From this point the conversation drifted away into generalities, and finally the skipper went below, leaving me in charge of the deck and of the forenoon watch. Later on Brown informed me that the late mate’s cabin was entirely at my service, while Cunningham was inducted into a small spare stateroom which was in use as a sort of extra sail-room, but which the skipper ordered to be cleared out for the engineer’s accommodation. Also, it appeared that when the late mate went overboard he left behind him a very fine sextant, which the skipper had purchased at the auction of the effects of the deceased, and this instrument he allowed me to use.

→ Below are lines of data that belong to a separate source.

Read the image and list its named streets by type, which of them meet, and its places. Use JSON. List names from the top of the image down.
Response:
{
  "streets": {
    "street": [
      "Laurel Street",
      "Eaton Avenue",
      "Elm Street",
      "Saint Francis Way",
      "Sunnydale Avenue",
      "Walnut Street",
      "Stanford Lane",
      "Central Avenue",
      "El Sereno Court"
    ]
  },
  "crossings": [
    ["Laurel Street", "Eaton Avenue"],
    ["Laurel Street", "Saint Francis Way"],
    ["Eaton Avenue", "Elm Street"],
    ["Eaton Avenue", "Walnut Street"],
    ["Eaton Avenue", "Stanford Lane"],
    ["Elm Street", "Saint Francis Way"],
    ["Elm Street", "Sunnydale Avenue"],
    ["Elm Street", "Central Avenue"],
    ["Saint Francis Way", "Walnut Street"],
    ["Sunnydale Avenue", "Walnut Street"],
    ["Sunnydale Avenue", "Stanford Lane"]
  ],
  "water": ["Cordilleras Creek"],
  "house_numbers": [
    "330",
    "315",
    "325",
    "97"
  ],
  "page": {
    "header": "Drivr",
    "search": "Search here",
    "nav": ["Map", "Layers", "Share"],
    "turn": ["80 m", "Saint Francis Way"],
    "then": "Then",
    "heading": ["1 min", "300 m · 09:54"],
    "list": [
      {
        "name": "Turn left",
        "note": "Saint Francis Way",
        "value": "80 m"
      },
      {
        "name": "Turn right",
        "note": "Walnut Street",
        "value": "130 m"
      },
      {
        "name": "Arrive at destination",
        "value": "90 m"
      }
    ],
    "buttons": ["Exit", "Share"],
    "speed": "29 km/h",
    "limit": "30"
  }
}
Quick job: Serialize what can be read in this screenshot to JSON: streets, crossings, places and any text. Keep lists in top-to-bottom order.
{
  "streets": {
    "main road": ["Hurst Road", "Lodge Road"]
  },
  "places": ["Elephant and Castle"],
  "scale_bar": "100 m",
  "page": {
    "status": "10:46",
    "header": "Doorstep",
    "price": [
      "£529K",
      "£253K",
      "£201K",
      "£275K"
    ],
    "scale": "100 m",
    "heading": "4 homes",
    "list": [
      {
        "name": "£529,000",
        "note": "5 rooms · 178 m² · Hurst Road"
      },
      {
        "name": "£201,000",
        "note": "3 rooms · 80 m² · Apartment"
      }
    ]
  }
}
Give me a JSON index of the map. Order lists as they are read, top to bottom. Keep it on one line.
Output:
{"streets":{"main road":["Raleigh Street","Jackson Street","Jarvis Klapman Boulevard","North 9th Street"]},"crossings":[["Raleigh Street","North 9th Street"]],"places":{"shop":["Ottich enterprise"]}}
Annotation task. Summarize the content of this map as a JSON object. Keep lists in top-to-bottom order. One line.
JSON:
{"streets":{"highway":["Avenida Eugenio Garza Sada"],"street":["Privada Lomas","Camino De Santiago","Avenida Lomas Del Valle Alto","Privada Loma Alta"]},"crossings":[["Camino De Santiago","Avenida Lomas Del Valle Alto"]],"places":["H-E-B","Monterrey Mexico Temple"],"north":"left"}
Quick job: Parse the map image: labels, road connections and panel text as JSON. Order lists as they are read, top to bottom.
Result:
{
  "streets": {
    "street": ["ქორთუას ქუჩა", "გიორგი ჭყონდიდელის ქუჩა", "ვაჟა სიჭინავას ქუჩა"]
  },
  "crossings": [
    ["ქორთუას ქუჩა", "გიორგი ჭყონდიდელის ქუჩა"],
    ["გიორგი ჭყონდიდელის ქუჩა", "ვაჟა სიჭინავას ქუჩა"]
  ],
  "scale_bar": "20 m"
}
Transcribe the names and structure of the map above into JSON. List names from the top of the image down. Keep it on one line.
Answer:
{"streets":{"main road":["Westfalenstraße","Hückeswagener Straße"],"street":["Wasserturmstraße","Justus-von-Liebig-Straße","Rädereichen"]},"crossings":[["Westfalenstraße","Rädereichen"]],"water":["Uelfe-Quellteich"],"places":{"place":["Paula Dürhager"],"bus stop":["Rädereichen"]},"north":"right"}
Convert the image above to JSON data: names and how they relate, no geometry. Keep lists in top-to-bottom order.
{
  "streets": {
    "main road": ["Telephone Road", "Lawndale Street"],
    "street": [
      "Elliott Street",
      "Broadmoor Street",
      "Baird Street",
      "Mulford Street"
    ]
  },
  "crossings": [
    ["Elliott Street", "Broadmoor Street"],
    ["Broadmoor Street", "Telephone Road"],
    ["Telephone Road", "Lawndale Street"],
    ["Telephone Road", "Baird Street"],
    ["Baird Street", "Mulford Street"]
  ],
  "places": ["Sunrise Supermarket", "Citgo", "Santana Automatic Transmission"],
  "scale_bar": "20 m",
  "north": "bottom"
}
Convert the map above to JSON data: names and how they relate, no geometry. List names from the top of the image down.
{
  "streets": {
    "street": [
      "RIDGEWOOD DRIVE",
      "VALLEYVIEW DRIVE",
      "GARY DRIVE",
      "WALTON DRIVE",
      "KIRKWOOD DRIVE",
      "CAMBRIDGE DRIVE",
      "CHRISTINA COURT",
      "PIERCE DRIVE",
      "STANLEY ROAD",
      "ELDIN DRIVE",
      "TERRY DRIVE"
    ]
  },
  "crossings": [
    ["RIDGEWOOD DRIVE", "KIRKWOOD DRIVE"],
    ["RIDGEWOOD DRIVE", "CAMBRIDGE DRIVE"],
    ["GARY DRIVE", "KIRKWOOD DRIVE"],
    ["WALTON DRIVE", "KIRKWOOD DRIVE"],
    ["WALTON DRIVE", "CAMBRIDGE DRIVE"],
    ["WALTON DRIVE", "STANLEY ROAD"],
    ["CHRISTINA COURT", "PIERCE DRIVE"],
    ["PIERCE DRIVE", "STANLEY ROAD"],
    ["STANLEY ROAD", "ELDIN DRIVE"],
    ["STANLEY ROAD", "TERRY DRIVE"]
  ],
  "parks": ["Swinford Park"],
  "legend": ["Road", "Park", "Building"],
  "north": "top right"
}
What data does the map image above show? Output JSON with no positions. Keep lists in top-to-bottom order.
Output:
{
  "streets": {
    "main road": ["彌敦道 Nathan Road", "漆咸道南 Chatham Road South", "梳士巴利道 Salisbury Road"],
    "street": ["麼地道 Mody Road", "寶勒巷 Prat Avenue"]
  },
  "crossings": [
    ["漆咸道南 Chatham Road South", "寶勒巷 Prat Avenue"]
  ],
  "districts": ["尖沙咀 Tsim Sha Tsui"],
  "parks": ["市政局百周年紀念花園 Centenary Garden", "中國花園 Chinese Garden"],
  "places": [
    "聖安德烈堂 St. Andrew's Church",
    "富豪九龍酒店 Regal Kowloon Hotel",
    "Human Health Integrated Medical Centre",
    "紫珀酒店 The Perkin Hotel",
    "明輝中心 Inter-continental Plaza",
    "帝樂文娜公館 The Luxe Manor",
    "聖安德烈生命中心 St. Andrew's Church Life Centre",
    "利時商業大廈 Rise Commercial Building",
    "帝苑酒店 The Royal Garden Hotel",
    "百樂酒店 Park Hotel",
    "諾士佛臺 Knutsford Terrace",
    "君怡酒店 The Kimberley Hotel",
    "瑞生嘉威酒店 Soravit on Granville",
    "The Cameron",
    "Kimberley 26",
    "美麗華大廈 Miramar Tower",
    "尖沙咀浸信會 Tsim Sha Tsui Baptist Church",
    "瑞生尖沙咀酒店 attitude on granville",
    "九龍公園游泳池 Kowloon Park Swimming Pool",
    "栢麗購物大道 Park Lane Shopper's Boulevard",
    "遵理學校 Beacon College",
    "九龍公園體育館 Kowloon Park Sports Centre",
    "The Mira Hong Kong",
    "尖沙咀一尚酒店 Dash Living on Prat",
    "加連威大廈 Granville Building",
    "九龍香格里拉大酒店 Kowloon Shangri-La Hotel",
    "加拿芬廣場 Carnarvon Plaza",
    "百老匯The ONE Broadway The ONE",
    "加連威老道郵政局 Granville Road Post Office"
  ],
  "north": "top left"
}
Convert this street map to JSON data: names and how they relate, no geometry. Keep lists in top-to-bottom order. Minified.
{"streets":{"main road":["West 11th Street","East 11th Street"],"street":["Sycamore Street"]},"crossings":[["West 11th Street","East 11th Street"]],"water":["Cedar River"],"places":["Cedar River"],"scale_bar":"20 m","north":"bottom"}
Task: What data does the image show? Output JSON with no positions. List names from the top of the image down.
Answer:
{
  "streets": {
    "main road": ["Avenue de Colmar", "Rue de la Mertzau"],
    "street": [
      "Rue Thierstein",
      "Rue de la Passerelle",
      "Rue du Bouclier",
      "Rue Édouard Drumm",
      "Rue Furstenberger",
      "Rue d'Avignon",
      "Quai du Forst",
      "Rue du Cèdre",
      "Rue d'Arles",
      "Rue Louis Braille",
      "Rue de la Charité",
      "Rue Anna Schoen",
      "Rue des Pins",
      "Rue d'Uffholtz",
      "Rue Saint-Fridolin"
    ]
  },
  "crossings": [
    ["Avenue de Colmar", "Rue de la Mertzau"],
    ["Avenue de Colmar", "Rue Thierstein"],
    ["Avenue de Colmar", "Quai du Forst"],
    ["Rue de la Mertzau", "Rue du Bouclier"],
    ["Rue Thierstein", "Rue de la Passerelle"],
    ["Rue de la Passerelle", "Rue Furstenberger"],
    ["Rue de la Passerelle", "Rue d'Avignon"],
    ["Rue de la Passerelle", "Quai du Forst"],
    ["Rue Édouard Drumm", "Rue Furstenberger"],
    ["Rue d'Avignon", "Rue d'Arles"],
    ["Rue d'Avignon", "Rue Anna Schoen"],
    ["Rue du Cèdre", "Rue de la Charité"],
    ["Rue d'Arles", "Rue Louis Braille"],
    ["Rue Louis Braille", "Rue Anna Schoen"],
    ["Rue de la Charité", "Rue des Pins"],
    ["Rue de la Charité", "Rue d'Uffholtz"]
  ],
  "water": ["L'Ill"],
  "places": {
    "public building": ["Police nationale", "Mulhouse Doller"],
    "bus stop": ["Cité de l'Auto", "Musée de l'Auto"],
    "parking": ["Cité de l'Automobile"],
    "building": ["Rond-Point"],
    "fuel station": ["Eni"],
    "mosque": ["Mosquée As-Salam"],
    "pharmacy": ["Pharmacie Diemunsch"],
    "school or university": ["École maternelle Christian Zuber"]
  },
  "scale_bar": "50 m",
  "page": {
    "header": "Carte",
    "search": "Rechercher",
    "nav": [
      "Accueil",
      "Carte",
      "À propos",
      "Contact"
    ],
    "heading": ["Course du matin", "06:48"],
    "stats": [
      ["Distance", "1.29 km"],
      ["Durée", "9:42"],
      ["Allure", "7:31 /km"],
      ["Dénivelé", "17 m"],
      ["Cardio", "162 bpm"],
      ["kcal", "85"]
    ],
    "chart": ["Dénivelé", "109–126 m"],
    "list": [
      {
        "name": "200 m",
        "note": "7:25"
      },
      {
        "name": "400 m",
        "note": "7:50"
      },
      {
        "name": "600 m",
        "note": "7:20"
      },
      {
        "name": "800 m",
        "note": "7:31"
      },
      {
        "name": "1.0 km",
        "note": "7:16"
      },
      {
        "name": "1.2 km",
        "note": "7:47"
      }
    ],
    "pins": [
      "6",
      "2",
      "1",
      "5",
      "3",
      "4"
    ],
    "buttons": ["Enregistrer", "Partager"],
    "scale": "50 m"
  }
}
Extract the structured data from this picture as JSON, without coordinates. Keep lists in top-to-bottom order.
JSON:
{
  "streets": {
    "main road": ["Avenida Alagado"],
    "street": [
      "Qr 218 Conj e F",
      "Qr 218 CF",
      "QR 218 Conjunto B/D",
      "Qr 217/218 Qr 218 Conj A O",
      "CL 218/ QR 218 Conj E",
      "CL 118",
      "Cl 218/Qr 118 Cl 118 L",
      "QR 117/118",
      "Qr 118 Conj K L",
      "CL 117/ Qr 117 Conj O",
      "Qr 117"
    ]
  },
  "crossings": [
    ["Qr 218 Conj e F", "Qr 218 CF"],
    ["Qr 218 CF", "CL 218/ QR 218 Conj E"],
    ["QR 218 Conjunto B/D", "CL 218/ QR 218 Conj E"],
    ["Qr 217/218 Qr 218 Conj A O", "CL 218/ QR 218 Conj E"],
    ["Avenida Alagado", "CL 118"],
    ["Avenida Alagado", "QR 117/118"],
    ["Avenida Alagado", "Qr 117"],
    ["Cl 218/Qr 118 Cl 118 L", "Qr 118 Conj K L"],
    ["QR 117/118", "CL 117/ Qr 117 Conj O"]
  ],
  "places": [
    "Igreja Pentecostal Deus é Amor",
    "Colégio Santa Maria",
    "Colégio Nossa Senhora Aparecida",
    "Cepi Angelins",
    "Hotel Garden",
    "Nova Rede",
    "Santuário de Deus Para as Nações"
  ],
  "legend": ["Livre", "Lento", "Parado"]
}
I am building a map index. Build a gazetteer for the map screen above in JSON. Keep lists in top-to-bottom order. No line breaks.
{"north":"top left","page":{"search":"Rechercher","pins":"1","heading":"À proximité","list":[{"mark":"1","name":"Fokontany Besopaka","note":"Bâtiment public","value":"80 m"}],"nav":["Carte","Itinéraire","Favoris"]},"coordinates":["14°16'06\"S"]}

We, the new arrivals aboard the Martha Brown, shook down into our positions with a degree of promptitude that excited the liveliest admiration of the skipper. He was a shrewd old fellow, however, and for the first two days after our arrival he remained on deck all day, and was frequently up and down during the night, frankly confessing that he was anxious to observe the manner in which his new officers performed their duties; but after that he announced his intention to sleep in all night, laughingly declaring that as he was now employing two mates he saw no reason why he should not leave them to do the work and take his ease like a gentleman. He was good enough to express his complete satisfaction with my abilities as a navigator, and opened his eyes in astonishment when he saw that I was not content with a mere daily observation of the meridian altitude of the sun, but used as well such comparatively intricate problems as those of the double altitudes, lunars, altitudes of the stars, and Great Circle sailing. But what gratified him most of all, I think, was the fact that before we had been aboard two days I had got Simpson, the sailmaker, at work upon an enormous jack-yard gaff-topsail for use in light winds, the only gaff-topsail that the schooner had hitherto possessed being a trumpery little jib-headed affair which she could carry in quite a strong breeze. I also caused a set of preventer backstays to be fitted, which enabled us to carry an amount of canvas in a breeze that would otherwise have been impossible.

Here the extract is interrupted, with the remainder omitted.